ECONOMIC GURU

NAKHURENYA: Kibaki demise triggers economy debate

It was expected successive governments would build on the milestones established under the Kibaki administration

In Summary

• Most Kenyans rightly feel the country is experiencing economic hardships and there seems to be a slow response to curb the rising cost of living.

• Kibaki and his administration managed to turn around the state of Kenya’s economy through well-intentioned macro and microeconomic policies

Kibaki demise triggers economy debate
Kibaki demise triggers economy debate
Image: OZONE

The dominant conversation surrounding the death of retired President Mwai Kibaki revolves around his economic legacy.

Most Kenyans rightly feel the country is experiencing economic hardships and there seems to be a slow response to address the sad reality that Kenya is at its lowest point in managing her economy amidst the rising cost of living.

There is a need to urgently reboot the economy amidst the surging public debt and endless focus on campaigns ahead of the August election. Mainstream media praised President Kibaki as a man whose primary legacy was lifting Kenya’s battered economy and placing the country on the right path to economic recovery.

It was expected that successive governments would build on the milestones established under the Kibaki administration but the current state of the economy appears to paint an opposing picture.

Kibaki and his administration managed to turn around the state of Kenya’s economy through well-intentioned macro and microeconomic policies, which were centred on alleviating the pain of ordinary citizens. 

He will be remembered for cutting down blatant borrowing from international players and instead focusing on well-regulated internal borrowing. The banking industry was rejigged during his reign through an improved business environment.

The lending rates for banks were manageable and several banks came up locally and eventually penetrated international markets. What is the net effect of an improved business environment?

With an improved economy and business environment, different sectors created hundreds of thousands of new employment opportunities and business ventures. More people were brought into the tax remittance bracket. This increased the Kenya Revenue Authority internal collections, which in turn enabled the government to fund most of her projects without solely relying on international borrowing, sadly defining the present development under the Jubilee administration. 

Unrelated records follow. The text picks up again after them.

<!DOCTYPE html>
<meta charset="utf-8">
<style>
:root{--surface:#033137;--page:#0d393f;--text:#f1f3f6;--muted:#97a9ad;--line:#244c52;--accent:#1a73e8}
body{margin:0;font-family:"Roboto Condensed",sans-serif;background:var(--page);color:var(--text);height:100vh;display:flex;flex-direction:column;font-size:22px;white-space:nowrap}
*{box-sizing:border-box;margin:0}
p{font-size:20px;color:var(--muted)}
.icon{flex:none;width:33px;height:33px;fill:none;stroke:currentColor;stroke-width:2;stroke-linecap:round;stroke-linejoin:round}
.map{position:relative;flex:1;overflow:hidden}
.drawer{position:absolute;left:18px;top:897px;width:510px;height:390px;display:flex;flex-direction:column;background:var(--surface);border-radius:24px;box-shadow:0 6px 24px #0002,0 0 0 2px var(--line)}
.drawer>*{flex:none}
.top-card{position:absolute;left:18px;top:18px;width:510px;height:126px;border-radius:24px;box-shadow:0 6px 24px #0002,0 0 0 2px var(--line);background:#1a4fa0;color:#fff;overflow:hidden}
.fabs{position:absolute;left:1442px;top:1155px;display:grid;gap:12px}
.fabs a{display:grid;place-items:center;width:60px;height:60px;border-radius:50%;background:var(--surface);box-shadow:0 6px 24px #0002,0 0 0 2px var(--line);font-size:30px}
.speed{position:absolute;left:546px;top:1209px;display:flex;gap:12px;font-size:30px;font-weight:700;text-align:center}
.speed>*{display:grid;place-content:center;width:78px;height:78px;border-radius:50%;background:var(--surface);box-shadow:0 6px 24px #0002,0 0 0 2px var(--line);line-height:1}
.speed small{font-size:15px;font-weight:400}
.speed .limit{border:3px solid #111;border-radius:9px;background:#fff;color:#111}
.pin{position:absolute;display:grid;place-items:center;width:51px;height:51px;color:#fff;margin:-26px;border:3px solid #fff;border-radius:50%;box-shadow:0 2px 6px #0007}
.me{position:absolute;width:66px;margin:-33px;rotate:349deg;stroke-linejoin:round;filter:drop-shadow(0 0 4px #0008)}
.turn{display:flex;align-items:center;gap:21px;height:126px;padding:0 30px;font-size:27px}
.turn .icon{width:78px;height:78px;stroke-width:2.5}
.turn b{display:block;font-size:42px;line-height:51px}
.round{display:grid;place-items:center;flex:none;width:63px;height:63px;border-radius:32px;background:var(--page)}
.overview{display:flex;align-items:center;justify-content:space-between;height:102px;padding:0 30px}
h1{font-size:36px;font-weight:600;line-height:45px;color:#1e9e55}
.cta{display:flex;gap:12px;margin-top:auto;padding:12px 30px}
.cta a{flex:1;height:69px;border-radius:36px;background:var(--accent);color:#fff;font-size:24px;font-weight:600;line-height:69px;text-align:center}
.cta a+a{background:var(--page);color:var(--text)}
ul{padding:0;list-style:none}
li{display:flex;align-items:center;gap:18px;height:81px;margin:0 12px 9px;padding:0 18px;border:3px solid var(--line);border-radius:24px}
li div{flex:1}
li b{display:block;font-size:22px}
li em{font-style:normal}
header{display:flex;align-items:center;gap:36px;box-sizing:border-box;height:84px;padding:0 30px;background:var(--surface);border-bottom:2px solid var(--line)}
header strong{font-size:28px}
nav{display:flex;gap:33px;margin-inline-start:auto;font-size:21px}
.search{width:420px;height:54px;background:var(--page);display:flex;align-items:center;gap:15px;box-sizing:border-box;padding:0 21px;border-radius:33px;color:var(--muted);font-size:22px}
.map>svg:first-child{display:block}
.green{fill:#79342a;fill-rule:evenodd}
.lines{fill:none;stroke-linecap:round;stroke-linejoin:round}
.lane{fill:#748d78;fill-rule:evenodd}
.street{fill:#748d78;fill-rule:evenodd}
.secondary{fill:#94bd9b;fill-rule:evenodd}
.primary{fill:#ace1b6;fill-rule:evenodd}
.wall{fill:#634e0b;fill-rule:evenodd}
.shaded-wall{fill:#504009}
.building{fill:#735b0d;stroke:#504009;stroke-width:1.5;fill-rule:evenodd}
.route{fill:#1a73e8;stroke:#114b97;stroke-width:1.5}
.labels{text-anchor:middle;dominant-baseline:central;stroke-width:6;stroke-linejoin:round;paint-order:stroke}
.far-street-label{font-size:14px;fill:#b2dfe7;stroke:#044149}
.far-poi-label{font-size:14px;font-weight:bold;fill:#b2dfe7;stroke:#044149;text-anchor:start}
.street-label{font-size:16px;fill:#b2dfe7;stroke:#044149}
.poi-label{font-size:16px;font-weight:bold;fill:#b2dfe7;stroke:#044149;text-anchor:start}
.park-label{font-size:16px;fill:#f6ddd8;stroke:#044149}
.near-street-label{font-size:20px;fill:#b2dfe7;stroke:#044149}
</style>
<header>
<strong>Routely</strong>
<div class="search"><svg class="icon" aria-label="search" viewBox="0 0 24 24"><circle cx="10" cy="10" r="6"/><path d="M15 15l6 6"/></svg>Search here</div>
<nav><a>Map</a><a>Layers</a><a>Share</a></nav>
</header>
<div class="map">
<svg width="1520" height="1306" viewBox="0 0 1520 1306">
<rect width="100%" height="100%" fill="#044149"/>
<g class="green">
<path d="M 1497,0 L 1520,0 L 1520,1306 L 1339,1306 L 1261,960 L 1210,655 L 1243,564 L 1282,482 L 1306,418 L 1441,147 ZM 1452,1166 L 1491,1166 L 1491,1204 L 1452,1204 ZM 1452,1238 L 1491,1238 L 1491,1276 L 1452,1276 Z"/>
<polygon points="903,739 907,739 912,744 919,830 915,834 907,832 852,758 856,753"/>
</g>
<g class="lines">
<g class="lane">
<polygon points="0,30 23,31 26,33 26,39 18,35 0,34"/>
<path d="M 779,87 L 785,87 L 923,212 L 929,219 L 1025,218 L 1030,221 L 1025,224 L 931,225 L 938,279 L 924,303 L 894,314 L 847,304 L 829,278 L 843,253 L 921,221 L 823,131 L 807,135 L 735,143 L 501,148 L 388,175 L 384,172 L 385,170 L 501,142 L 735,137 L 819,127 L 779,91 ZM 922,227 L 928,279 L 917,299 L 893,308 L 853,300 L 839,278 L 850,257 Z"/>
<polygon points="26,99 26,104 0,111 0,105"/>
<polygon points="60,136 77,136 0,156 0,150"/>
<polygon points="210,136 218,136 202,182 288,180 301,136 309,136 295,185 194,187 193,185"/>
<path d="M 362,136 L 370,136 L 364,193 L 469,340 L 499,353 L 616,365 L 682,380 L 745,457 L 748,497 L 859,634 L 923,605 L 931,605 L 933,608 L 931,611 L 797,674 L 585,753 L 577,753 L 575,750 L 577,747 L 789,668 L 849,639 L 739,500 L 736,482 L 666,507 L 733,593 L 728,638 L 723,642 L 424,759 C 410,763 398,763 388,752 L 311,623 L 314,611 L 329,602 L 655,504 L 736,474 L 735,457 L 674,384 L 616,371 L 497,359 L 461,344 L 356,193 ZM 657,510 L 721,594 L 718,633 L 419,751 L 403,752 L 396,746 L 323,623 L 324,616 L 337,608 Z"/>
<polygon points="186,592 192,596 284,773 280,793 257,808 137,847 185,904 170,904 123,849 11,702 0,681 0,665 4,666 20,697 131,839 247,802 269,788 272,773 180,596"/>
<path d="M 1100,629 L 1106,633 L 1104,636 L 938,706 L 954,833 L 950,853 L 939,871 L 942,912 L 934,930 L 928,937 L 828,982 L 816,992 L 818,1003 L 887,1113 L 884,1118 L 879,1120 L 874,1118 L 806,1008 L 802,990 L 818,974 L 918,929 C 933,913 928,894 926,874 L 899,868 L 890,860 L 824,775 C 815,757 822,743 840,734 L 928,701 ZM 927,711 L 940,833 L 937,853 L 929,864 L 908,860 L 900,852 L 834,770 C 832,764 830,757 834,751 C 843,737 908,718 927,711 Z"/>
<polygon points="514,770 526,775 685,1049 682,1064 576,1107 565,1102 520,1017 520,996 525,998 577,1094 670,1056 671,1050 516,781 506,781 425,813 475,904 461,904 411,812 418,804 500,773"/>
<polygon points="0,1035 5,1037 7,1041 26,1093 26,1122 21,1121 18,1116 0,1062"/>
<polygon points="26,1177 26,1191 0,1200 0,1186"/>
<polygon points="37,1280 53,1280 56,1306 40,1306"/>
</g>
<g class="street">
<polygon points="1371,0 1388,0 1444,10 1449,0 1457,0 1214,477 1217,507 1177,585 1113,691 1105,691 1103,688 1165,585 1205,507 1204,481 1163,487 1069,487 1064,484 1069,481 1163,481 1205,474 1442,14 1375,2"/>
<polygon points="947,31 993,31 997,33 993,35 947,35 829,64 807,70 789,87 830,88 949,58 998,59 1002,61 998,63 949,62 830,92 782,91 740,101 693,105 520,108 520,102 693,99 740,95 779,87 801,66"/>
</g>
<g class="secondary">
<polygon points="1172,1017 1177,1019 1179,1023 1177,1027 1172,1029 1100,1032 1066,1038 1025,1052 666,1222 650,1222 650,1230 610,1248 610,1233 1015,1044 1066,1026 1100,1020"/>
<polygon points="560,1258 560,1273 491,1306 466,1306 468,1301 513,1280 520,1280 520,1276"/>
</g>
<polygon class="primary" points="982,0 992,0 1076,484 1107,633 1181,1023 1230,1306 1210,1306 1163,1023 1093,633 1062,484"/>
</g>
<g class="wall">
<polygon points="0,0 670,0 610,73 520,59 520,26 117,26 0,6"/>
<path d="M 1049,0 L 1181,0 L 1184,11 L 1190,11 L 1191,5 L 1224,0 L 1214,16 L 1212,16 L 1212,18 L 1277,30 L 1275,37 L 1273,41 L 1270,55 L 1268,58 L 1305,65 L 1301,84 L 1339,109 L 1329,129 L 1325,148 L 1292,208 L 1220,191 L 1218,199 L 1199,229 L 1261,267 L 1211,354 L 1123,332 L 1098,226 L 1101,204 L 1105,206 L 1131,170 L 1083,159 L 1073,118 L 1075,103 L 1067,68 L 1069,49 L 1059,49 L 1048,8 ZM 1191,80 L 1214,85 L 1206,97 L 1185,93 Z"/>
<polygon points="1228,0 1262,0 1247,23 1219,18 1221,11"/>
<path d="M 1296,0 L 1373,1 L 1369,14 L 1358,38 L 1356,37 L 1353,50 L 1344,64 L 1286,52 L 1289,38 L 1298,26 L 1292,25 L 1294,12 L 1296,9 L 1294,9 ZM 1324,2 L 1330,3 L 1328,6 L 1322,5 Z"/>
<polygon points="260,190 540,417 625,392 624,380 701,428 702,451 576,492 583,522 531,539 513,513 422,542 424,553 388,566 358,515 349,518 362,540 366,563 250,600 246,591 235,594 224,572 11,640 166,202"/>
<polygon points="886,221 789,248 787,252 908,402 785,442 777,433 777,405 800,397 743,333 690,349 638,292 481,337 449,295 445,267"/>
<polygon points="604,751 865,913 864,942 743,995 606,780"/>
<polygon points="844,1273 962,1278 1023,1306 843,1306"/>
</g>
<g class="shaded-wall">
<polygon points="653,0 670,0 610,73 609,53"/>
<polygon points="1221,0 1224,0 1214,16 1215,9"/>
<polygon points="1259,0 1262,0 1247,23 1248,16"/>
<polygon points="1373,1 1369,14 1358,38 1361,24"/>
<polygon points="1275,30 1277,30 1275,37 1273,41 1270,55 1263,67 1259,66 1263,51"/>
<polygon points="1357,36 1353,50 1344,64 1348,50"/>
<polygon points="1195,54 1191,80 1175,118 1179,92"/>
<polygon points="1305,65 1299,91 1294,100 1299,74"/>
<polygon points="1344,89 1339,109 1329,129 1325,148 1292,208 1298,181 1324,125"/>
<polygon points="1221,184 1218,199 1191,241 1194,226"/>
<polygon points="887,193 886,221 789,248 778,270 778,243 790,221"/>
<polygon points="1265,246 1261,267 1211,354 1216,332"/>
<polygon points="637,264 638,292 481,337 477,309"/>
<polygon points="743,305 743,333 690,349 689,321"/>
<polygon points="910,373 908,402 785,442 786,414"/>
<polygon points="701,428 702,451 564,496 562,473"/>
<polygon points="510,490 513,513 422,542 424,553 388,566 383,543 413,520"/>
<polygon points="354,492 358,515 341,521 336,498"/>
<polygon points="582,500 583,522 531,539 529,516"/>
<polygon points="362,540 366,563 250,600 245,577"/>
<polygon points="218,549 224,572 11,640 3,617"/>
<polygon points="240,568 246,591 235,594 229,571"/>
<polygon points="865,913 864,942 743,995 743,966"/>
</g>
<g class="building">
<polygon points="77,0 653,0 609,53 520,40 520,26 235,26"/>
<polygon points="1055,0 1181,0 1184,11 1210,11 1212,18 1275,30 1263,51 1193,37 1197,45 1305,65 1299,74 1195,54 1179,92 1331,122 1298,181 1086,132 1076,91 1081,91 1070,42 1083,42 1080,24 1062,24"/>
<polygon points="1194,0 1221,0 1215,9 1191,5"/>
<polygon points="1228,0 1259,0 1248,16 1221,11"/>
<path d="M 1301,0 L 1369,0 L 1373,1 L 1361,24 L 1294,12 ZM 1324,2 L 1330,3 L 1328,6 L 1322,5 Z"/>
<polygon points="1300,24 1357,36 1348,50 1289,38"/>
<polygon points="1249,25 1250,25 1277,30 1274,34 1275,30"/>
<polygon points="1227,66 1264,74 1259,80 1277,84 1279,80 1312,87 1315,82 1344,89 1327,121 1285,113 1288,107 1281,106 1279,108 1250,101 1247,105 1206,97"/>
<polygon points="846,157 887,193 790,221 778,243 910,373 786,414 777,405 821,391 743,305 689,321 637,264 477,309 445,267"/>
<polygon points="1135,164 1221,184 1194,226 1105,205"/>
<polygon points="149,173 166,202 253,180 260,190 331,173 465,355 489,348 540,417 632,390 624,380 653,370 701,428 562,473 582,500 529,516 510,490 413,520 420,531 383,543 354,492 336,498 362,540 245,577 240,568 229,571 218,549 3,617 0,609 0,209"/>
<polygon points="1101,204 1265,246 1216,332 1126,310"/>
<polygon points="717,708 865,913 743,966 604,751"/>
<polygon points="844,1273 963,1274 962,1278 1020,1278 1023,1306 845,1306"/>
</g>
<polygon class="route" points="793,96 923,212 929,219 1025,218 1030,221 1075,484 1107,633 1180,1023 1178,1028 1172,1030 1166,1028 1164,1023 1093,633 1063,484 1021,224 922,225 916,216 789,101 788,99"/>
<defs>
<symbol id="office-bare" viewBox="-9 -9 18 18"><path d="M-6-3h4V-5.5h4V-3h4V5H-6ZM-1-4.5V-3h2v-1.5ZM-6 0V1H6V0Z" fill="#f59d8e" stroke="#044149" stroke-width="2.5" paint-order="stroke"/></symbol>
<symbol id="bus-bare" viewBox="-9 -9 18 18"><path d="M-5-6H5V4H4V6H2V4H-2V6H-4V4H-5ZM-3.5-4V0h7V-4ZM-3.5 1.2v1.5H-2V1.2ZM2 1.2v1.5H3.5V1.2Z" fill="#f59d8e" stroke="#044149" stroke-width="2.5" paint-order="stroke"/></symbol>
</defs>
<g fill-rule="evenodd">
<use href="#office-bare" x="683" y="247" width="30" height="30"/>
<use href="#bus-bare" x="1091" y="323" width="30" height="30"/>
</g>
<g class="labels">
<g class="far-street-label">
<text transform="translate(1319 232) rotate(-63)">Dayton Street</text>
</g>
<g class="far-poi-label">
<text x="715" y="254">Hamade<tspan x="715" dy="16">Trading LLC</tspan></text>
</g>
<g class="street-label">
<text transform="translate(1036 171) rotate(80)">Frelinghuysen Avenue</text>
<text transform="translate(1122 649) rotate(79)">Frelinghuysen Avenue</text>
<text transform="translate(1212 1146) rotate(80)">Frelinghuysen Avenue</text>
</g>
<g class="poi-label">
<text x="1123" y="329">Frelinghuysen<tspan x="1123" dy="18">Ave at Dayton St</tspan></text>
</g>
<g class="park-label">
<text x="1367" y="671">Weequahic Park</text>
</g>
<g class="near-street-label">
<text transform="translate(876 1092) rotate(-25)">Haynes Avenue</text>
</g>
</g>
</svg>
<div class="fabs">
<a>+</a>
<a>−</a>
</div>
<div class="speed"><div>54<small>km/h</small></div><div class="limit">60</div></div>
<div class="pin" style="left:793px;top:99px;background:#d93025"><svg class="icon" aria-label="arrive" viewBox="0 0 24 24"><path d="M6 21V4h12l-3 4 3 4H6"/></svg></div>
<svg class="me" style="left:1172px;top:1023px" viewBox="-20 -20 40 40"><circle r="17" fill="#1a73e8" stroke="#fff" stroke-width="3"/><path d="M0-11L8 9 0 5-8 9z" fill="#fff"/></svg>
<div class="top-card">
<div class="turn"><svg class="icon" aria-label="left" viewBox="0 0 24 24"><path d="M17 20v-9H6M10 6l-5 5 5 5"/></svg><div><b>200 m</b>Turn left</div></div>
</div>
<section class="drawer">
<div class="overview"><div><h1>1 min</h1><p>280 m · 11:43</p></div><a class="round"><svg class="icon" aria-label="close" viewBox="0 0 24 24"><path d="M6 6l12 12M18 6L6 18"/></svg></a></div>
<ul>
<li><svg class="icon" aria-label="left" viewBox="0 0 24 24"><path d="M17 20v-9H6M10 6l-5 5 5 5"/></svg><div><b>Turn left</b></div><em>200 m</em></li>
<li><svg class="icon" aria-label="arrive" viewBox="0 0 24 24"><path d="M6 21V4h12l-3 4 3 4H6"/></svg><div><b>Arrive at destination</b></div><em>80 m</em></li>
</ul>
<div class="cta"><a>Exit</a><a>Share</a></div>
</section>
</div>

The launch of Vision 2030 under Kibaki remains the masterpiece of turning Kenya into a middle income earning country. Most of the capital intensive projects around improving road networks, access to quality education, good health services, and huge investments in ICT and telecommunications were designed and earmarked for implementation during Kibaki’s reign. Lately, there has been little talk from the top government officers about the progress made to implement flagship projects initially designed under vision 2030. 

The Kibaki administration was quick to respond to public outcries. Kenyans can almost with precision describe how President Kibaki could have handled the ongoing fuel crisis in the country. The past year has seen Kenyans pay more at fuel pumps and there seems to be an unclear position of the government to conclusively address the ever sky-rocketing oil prices. Kenyans are on their own.

Whenever you increase oil prices, you directly undoubtedly push the cost of basic commodities through the roof and subsequently push more people to the poverty bracket. An abrupt increase in prices for goods and services lowers demand as buyers start scouting for the alternative.

Low demand affects the business environment negatively and undoubtedly lowers the tax bracket for the government. This is the actual state of the economy and the middle class is not cushioned.

In 2003, CNN described President Kibaki as “the Man who took 1 million Kenyan kids to primary school". He will be remembered for opening up access to basic education for millions of Kenyan children and adults.

Kimani Maruge appeared in the Guinness Book of World Records as the oldest primary school pupil in the world courtesy of the education reforms under Kibaki’s tenure. How can we keep and grow the legacy of access to education?

The government should ensure that access to basic needs such as food and shelter are within reach for ordinary citizens. In my considered view, whenever access to food and shelter becomes a challenge, then access to education will be relegated, despite the Constitution listing it as a right and a basic need. 

Finally, Kibaki will be remembered for guiding Kenya to a new constitutional dispensation and laying the foundation for the implementation of the 2010 Constitution. We know how long and challenging the journey was. It would not have been easy for any president to guide their country through such a rare feat.

We will also remember the late economist for peacefully handing over power to a new administration in 2013.